START MATERIAL FOR THE TASK

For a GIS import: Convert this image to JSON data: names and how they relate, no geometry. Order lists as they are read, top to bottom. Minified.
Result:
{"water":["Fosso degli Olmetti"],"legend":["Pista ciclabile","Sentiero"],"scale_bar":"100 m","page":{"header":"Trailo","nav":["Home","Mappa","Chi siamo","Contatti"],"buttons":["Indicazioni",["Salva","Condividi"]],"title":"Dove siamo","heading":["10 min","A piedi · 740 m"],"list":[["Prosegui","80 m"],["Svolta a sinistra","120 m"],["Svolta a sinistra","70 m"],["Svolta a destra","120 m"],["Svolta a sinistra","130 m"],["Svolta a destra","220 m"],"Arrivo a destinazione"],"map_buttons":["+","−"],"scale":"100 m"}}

END MATERIAL FOR THE TASK
START MATERIAL FOR THE TASK

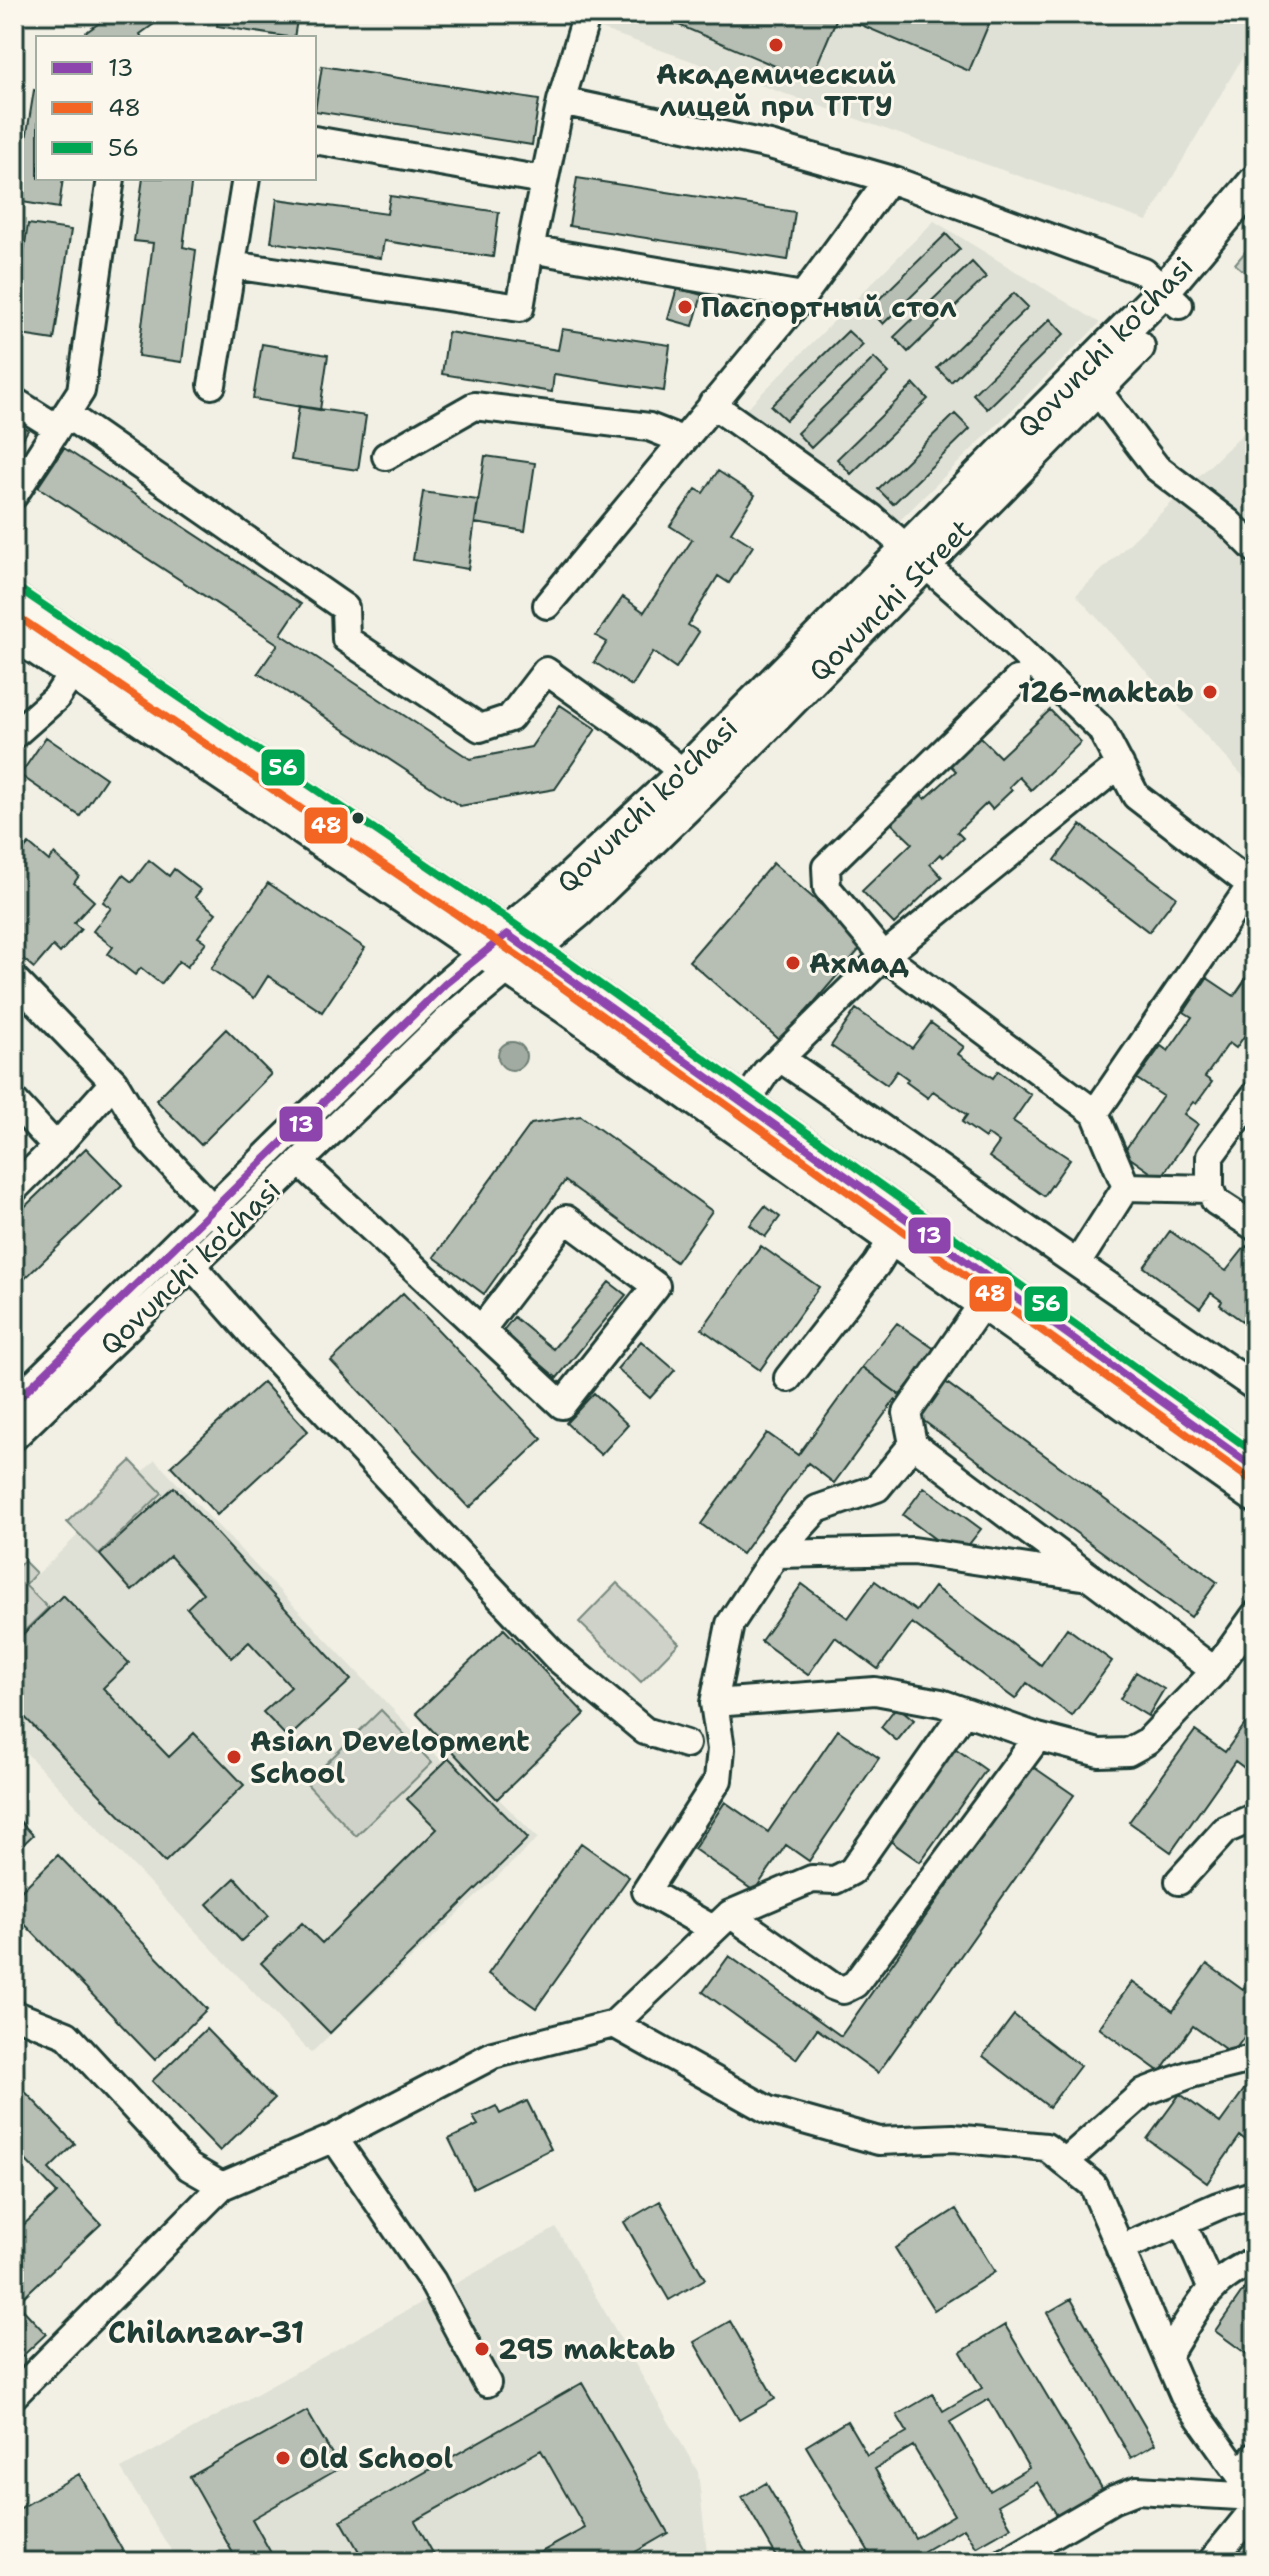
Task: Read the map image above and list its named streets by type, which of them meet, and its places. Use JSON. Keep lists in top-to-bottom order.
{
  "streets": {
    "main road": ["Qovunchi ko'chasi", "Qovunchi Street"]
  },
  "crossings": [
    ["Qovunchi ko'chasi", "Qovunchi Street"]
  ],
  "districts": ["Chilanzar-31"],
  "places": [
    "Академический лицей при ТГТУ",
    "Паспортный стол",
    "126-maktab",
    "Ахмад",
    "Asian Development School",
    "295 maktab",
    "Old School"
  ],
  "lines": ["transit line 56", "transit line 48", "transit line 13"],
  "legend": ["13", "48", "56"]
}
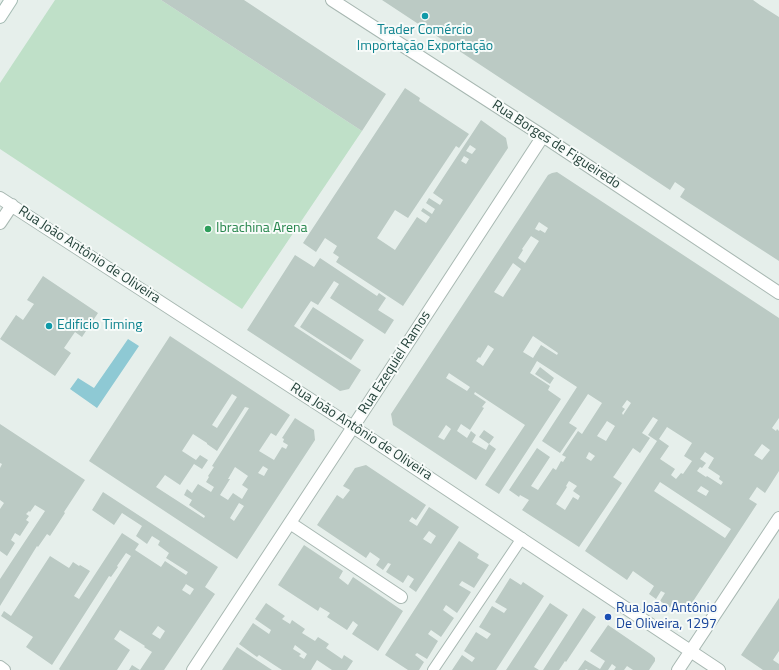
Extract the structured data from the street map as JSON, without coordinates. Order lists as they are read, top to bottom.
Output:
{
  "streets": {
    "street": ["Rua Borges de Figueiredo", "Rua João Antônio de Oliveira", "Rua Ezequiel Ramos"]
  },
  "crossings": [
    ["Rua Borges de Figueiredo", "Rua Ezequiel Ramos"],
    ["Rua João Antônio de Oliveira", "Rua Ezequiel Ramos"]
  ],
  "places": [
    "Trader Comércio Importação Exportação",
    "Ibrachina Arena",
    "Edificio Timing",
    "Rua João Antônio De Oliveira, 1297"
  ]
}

END MATERIAL FOR THE TASK

_EXERCISE GOAL_. Copy every line in the data above that has the string "they" in it.

_ANSWER SPACE_.
For a GIS import: Convert this image to JSON data: names and how they relate, no geometry. Order lists as they are read, top to bottom. Minified.
Extract the structured data from the street map as JSON, without coordinates. Order lists as they are read, top to bottom.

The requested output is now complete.